-- Opening Marker --

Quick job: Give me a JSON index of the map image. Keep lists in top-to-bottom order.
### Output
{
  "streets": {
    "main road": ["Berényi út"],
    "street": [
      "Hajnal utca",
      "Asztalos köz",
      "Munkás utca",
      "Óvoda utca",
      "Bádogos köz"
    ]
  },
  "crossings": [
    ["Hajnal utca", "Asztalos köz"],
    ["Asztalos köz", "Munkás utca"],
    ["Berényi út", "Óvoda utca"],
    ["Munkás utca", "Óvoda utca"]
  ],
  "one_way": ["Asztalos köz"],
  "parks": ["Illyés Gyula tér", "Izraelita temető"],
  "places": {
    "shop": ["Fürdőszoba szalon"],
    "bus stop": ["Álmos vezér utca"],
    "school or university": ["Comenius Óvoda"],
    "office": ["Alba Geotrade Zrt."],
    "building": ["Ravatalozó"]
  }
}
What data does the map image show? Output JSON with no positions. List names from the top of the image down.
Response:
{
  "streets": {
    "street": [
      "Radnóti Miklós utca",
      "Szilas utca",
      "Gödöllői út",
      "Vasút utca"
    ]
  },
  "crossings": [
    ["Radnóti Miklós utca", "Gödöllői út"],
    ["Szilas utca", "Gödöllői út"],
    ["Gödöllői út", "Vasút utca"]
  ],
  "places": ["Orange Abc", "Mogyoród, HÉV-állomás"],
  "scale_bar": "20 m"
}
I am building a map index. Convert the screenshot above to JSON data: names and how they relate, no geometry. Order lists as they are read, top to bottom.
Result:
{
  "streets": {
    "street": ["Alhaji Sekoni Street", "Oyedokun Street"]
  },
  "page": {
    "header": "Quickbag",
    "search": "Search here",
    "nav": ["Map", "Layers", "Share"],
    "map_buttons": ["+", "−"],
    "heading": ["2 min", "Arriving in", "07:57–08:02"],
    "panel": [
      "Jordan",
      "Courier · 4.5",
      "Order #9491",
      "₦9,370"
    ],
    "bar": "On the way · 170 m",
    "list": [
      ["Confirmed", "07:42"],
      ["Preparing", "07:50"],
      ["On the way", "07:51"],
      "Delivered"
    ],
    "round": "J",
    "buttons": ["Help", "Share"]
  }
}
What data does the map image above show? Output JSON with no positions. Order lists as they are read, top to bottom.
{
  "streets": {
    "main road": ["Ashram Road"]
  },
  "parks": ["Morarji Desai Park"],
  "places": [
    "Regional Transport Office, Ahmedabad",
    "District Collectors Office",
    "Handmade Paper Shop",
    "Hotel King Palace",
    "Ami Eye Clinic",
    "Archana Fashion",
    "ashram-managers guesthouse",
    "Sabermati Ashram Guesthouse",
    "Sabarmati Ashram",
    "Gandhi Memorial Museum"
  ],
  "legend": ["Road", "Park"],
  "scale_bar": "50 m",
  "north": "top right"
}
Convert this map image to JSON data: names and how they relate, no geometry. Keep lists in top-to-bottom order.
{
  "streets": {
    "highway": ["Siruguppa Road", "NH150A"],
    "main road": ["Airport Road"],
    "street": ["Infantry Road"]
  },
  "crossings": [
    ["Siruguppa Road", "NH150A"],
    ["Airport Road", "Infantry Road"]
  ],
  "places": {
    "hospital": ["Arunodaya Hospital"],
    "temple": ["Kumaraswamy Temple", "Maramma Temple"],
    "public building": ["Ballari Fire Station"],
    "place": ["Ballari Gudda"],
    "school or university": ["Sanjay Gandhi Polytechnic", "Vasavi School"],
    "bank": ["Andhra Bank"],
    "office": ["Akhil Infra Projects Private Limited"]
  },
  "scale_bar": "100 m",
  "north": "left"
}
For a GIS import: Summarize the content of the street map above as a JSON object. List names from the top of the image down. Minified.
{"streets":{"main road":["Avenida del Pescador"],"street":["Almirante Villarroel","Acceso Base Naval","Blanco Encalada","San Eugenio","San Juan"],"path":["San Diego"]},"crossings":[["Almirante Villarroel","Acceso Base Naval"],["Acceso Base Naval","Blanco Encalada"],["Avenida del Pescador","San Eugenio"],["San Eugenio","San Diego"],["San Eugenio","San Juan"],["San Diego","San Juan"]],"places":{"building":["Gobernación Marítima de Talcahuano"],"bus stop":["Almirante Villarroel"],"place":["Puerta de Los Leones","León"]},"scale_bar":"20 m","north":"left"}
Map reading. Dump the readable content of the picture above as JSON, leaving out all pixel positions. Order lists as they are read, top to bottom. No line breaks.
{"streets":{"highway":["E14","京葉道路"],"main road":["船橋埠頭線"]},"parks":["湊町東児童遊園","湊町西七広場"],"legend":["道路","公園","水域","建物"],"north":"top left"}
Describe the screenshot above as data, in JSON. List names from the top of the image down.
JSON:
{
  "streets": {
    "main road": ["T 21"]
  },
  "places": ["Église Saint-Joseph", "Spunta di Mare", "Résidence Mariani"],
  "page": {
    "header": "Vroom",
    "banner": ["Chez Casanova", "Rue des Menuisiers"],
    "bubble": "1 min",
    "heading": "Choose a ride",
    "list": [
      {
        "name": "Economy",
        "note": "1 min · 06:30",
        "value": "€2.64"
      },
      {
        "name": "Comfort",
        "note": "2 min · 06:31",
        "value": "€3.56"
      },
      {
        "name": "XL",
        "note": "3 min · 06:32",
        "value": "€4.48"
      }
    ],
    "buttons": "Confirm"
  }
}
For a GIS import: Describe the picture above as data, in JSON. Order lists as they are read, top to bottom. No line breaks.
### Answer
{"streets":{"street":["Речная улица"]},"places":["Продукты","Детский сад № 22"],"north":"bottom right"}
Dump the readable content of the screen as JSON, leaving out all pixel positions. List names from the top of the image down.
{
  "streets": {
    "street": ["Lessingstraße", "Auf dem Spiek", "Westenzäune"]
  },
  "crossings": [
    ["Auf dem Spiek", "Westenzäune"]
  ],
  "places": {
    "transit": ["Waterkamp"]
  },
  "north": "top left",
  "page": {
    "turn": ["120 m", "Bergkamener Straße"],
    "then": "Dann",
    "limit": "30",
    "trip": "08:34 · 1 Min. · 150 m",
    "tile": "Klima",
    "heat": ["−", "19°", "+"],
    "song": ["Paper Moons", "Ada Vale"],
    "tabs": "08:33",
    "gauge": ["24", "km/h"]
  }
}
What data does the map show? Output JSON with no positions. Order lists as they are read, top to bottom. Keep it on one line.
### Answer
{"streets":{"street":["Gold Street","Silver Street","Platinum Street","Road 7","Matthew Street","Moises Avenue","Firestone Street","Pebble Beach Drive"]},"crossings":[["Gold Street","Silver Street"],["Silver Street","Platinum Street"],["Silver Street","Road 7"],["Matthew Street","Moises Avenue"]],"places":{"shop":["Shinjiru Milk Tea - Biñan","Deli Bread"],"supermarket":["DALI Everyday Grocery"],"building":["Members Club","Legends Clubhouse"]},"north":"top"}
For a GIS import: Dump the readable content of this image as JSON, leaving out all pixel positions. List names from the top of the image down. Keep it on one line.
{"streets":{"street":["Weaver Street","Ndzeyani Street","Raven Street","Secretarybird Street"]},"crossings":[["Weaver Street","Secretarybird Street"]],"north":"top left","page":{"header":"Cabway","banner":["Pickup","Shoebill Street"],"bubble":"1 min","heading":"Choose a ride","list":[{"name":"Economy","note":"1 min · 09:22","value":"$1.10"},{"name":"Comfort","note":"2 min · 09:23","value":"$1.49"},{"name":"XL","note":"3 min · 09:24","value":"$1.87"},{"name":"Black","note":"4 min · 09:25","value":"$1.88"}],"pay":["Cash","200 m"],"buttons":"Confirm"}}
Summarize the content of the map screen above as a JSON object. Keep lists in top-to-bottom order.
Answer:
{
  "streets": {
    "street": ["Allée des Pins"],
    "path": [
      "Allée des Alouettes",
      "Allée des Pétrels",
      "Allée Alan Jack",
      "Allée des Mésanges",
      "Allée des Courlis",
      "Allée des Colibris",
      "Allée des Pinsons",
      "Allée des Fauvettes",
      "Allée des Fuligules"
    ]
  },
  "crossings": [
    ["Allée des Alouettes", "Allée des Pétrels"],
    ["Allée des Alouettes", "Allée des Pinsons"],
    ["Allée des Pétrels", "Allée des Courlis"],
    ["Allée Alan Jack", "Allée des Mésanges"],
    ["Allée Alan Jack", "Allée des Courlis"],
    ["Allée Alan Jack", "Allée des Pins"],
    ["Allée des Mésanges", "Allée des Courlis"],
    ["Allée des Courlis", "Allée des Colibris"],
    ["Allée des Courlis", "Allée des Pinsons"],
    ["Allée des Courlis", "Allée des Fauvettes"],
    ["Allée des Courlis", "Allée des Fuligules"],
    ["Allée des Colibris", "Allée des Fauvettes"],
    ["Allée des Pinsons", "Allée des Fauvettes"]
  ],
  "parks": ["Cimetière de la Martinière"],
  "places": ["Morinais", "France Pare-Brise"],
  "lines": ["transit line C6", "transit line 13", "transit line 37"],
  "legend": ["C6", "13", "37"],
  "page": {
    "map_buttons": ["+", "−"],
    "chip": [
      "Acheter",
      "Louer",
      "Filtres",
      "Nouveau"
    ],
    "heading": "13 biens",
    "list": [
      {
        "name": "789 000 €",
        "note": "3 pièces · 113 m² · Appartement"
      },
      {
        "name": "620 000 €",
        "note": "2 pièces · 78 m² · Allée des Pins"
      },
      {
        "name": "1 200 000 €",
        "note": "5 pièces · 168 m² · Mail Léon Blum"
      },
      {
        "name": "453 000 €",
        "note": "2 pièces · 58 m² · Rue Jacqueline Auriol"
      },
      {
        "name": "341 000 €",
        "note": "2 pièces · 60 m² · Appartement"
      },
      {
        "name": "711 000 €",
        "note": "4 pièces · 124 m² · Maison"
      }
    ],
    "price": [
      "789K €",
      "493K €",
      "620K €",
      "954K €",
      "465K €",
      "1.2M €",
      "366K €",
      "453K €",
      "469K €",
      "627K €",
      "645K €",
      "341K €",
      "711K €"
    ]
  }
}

-- Closing Marker --

What the task asks: Pull out the lines above in which the word "index" appears.

Response:
Quick job: Give me a JSON index of the map image. Keep lists in top-to-bottom order.
I am building a map index. Convert the screenshot above to JSON data: names and how they relate, no geometry. Order lists as they are read, top to bottom.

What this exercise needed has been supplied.